What this task involves: Wherever "Straße" turns up in a line of the entries below, that line counts. Say how many such lines there are, with no other words.
______________________________
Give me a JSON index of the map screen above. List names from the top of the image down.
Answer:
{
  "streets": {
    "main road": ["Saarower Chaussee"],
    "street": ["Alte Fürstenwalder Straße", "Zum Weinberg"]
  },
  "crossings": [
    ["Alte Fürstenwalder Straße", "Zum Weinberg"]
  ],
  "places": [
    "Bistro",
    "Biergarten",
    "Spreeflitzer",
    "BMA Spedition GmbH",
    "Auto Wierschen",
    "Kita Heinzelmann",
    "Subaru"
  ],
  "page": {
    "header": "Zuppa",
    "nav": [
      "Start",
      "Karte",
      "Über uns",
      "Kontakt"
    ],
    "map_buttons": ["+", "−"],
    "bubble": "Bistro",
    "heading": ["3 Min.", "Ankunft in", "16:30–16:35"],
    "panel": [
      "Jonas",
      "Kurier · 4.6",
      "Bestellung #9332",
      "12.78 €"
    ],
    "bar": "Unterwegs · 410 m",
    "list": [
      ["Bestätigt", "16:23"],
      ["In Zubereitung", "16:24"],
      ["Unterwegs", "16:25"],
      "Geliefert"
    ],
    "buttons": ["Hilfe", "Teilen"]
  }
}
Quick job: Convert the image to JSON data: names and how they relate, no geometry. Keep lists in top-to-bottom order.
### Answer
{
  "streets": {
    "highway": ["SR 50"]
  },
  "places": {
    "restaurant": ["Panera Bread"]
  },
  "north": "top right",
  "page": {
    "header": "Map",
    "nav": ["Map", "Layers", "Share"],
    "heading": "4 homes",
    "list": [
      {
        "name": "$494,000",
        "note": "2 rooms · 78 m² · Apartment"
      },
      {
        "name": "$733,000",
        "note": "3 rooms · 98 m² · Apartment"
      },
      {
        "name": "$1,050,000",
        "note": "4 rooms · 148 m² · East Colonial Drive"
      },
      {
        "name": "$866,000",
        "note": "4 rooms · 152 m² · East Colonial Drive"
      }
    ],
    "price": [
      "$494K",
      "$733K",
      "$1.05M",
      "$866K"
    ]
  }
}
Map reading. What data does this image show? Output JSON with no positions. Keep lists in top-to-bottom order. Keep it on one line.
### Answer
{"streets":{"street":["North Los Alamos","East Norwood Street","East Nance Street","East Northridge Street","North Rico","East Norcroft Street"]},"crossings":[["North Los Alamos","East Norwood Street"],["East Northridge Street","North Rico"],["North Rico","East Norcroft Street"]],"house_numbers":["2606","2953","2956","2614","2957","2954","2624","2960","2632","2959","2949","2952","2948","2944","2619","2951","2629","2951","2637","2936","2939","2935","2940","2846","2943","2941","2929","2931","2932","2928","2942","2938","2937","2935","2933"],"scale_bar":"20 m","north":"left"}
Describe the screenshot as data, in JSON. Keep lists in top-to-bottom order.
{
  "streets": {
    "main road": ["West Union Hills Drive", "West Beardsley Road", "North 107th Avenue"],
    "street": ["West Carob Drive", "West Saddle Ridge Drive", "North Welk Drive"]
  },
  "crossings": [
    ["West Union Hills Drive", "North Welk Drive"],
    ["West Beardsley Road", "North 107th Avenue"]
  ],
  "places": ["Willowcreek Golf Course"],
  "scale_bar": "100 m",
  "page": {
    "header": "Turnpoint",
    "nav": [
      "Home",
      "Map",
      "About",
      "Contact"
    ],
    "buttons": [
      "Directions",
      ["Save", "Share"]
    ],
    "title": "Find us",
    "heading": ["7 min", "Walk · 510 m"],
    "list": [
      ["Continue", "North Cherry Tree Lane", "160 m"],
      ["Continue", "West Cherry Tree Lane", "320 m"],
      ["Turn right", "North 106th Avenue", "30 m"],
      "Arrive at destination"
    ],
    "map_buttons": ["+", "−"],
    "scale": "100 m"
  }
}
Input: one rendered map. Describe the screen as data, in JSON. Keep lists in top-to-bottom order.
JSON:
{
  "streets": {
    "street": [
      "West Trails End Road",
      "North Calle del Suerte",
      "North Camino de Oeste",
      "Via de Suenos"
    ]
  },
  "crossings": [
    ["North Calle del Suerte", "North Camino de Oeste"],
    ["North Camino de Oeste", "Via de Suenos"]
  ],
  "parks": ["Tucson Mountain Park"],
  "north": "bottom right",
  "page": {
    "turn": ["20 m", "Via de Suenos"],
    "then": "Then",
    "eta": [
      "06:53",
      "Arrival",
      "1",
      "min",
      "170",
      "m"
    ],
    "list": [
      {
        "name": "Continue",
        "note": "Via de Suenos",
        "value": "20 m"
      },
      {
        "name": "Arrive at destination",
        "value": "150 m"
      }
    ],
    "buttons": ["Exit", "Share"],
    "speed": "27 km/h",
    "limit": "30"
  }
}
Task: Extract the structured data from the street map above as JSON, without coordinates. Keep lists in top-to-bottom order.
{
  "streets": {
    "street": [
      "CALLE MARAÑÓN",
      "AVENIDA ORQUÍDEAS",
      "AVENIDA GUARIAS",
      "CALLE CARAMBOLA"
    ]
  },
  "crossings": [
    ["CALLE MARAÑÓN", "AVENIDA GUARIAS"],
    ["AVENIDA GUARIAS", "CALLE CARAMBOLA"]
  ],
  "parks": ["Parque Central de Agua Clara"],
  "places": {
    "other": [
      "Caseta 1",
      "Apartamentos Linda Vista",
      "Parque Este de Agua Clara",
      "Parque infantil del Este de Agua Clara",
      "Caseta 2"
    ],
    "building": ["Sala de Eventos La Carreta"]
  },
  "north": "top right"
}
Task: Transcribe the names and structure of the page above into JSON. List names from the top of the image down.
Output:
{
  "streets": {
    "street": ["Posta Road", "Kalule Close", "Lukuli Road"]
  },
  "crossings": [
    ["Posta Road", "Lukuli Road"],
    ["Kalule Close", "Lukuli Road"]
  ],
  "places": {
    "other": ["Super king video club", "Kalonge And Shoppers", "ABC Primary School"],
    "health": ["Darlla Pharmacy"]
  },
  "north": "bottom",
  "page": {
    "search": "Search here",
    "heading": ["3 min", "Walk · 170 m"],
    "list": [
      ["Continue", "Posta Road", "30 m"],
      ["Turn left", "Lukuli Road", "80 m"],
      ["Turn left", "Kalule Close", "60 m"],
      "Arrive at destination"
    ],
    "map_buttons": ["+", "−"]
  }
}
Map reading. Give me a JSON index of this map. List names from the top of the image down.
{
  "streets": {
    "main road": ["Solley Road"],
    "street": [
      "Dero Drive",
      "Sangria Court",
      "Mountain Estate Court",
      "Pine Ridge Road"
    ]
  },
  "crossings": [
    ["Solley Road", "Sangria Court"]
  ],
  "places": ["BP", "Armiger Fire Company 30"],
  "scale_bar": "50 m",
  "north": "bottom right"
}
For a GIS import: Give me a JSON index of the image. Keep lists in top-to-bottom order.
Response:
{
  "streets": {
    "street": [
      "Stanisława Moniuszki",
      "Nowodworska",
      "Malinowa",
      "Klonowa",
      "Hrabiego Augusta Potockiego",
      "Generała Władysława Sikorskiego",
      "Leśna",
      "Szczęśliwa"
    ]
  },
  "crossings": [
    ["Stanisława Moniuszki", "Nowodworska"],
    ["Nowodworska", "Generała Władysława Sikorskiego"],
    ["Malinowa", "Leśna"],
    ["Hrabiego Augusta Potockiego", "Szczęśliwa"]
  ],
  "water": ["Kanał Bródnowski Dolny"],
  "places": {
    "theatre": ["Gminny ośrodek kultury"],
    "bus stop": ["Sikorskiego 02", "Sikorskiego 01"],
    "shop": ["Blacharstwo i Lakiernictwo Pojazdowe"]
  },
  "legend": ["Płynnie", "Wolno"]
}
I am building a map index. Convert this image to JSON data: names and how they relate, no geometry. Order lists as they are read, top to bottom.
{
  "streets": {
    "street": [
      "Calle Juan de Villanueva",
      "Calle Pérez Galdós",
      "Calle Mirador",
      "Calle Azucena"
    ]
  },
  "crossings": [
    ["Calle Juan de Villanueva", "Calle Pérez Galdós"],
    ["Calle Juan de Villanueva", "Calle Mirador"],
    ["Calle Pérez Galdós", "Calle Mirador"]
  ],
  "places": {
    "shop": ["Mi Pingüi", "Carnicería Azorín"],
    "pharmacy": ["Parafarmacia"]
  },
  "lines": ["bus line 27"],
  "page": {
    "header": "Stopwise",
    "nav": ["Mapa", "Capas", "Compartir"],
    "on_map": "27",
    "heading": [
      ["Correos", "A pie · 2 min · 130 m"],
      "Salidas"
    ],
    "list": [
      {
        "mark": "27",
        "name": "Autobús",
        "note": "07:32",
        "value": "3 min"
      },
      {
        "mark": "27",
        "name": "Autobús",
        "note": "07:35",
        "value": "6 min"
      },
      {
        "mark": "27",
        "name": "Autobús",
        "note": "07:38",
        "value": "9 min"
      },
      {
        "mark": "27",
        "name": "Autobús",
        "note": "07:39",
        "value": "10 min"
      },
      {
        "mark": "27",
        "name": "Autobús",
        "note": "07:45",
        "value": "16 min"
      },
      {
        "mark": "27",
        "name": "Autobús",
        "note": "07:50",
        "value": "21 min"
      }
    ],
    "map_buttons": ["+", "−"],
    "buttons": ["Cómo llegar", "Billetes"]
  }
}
______________________________
Exercise output: 2